Well I ended up taking down the upper frame. It proved too expensive to source a chevron mounted bearing, after Fastenal failed to deliver on the one in their catalog, which would have been ideal. So I drilled some new holes in the frame rail and started to use a hole saw to expand the hole around the shaft, to suit a different bearing.
I found out 2 things from this: using a hole saw without a solid pilot hole (I used a chunk of wood for the pilot) to guide it doesn’t work well. And it is DEFINITELY loud enough to wake a sleeping toddler. I could clamp some aluminum behind it to provide a better pilot but to save time, and be lazy, I am going to leave the hole as it is and just space out the bearing. Also I think I would need to scrounge up a better hole saw. The blade I was using had some serious wobble and has little left for teeth.
I then reassembled the upper frame and did a little bounce testing.
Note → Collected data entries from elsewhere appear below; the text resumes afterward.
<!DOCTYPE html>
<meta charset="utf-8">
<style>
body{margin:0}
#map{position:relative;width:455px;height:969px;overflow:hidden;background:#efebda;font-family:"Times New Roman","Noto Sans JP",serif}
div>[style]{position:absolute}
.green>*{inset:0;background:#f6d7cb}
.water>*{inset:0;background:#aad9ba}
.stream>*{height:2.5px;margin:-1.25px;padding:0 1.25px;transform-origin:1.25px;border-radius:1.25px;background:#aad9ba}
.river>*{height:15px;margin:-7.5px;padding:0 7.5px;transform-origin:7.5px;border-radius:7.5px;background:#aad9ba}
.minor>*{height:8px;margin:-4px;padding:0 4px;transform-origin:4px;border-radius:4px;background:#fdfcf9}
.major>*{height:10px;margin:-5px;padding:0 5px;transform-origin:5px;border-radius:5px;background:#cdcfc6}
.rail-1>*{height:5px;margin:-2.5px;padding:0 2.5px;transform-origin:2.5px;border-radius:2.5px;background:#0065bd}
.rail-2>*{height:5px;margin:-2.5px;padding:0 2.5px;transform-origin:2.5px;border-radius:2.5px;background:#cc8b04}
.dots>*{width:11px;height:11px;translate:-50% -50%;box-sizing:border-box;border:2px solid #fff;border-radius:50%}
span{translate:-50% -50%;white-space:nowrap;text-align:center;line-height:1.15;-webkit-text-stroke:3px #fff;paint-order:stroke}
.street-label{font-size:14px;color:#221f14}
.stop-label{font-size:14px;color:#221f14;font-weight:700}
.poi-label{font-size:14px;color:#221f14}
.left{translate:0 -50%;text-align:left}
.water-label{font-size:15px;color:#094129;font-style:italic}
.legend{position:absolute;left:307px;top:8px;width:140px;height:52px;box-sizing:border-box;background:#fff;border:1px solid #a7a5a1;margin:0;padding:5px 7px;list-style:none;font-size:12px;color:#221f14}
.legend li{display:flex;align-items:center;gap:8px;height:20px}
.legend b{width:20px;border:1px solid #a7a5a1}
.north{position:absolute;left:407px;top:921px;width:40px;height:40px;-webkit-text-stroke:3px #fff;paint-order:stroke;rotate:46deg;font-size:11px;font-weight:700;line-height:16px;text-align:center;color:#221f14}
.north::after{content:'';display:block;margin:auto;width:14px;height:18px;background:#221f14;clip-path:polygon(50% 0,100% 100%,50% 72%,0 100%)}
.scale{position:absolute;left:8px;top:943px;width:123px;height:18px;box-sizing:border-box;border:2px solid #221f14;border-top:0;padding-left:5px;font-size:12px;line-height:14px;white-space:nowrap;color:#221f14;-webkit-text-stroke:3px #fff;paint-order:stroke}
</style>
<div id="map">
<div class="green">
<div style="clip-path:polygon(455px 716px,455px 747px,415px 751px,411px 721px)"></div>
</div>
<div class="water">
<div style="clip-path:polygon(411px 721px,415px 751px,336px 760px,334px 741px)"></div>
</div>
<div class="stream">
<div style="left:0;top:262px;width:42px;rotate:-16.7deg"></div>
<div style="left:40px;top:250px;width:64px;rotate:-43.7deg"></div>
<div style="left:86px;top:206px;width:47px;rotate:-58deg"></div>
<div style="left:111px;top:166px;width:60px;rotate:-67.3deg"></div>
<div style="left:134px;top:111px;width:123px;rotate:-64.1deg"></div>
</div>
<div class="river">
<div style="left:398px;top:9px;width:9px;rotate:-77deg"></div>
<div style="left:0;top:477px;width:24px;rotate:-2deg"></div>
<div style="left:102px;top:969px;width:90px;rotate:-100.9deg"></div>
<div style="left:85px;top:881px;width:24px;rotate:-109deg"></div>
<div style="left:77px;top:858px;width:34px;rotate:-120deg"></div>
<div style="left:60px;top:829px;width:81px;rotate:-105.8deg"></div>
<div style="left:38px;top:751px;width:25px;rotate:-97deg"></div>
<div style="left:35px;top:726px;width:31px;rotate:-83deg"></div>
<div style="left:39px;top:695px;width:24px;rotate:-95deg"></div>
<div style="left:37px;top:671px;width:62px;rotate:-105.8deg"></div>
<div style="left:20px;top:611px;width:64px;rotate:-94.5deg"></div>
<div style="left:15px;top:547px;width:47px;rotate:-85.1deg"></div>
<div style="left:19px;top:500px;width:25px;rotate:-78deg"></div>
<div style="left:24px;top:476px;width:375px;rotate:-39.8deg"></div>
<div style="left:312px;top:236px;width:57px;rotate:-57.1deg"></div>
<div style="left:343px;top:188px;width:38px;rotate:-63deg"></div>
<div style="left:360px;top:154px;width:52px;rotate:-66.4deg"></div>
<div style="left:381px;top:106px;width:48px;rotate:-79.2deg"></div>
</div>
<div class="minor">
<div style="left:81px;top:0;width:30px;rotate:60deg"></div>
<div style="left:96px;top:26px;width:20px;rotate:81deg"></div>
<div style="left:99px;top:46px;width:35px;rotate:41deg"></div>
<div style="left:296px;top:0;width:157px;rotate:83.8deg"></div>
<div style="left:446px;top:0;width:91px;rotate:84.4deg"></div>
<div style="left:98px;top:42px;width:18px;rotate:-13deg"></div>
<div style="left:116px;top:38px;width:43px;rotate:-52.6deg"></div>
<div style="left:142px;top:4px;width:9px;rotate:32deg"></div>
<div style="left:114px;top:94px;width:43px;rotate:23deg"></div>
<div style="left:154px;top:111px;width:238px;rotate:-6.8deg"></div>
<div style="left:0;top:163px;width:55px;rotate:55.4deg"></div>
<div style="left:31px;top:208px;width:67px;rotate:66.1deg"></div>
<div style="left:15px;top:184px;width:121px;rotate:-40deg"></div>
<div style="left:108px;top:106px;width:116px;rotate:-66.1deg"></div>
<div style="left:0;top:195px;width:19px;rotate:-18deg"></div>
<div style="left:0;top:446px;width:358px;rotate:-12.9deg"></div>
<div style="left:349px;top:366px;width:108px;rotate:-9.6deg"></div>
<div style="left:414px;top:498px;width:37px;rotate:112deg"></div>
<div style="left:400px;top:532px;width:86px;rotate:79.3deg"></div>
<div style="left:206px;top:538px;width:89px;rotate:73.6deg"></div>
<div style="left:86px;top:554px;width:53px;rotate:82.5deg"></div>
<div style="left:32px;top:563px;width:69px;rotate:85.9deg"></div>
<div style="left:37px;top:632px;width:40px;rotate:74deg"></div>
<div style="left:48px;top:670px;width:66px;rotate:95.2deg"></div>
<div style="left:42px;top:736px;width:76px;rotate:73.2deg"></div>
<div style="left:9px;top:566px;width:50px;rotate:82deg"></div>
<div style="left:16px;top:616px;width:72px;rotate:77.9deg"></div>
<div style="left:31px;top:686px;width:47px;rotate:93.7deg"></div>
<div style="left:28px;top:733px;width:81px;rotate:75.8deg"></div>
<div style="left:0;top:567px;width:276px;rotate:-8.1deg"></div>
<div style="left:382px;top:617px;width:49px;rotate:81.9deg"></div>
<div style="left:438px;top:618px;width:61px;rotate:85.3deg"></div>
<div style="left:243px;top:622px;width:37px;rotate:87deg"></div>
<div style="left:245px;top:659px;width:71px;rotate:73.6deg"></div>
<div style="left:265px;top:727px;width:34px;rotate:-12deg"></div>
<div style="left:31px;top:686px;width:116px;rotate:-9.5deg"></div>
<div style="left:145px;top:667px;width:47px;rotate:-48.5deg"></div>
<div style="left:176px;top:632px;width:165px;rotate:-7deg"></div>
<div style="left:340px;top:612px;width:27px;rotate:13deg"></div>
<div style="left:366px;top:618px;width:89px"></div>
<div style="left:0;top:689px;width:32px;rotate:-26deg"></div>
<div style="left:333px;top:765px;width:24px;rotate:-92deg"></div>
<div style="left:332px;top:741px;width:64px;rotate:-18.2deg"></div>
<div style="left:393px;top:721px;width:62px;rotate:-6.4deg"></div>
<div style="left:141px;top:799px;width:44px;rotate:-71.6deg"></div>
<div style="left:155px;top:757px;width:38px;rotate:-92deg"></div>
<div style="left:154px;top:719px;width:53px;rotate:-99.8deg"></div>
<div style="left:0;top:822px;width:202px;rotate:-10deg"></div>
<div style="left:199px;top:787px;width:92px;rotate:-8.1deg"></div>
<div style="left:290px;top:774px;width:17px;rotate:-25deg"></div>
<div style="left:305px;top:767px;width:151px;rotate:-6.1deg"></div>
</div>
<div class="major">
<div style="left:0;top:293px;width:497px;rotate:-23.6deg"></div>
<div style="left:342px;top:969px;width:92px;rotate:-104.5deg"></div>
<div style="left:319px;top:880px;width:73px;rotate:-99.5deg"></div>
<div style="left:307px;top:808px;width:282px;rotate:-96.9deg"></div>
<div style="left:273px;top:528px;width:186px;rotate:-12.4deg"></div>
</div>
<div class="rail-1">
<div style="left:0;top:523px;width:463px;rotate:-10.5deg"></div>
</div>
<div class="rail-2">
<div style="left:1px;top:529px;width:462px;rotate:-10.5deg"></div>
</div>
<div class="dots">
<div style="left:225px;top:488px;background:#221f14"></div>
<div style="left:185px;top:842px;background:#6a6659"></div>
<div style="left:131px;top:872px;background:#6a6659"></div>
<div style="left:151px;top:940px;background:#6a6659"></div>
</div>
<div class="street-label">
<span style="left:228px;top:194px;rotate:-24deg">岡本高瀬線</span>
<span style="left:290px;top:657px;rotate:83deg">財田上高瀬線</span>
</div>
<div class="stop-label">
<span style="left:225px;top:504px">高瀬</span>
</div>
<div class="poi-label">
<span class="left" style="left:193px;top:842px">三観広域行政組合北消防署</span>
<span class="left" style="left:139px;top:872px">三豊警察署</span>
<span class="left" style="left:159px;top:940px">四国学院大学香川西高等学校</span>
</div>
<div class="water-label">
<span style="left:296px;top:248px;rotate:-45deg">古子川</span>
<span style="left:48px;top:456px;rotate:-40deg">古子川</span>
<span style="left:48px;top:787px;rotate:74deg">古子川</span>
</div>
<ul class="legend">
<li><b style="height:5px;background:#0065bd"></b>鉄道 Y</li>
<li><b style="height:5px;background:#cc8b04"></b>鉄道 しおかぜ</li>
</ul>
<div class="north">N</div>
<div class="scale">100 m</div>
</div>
From this testing I found that the lower frame isn’t quite as stiff as I would like. The back right hand corner will lift a little (about 1/8″, maybe less) when you really bounce your weight away from the wall. It doesn’t feel flimsy or like it’s going to tip but it is a little off-putting when you can see and hear it lift. With the planks on I doubt you will be able to see it, their weight should hold it down more, but I would still like to do something to stiffen up the frame. The wall frame feels super stiff.
Since only the one side lifts I am inclined to think that the diagonal strap on in the lower frame (the one that runs along the floor) is keeping the other corner from lifting. If this is the case it will be easy enough to stiffen things by adding an additional diagonal strap, making the lower frame symmetric. It could also be that the one brace running diagonally from the top to the bottom shown below has a stiffening, bent flange, while the other does not. This can be checked by simply swapping the braces and seeing if it has any effect.
(Note: I swapped the braces after writing this post and it did change things a bit but the difference seems to come primarily from the lower strap.)
I will run some additional FEA and verify that this change will improve things.
There was a bit of a learning curve involve with getting the main frame rails in place. I had to sit them on blocks and balance them in place against the lower frame while I then slid the main shaft into place. The thought of knocking them over while inserting the shaft made it slightly nerve wracking.
Then before bolting the bearings to the frame rails I had to carefully block the rails up so that the pin hole on the rail was centered on the hole in the pin plate. This would be a totally unnecessary step if I used bearings like this which would be piloted into place on the rail. They are slightly more expensive but I think this would have been worth it.
Putting the little brackets on the cross brace pieces I noted 2 problems. First Princess Auto had nothing but 3.5″ bolts in the 3″ bolt bin. And the mounting faces of the brackets are not flush with the end of the square tube. Next time I would use slotted holes in the brackets to allow for some variance in the bent parts.
I don’t think this will cause any major problems, but we will find out.
I didn’t get quite as much done on the weekend as I had hoped, as I was briefly sidelined by a stomach flu. But on Sunday, with the help of my father, we managed to get the lower frame assembled.
First we assembled the two outer frames:
We then stood them upright and put in the cross bracing. This was a bit of a chore and it would have been a pain on my own. It might have been easier to assemble the lower part of the frame and build up from there.
Next we managed the only bit of real metal working that should be necessary in this project. We drilled and tapped holes in the ends of the main support shaft that the wall frame pivots on. This allows you to bolt the shaft to the frame. (This might not be the only metal working. I will need to do something similar to get the motor driven angle adjustment working. If I bother.)
I kinda anticipated this being a pain and it was, but it went much better than I expected thanks to Lyle “the human lathe” once we found a sharp bit. It was still a two person job to drill and keep the drill aligned well. If I do another one of these I will make a point of buying the softest steel I can reasonably get to ease this step, rather than whatever cold-rolled material was on sale.
The biggest surprise was how big (and HEAVY) this thing is. Sure I designed it, but I didn’t really envision it taking up half my garage. I kinda thought we might be able to park on that side if I trimmed my work bench. Oh well, at least summer is coming up and parking outside won’t be a hassle.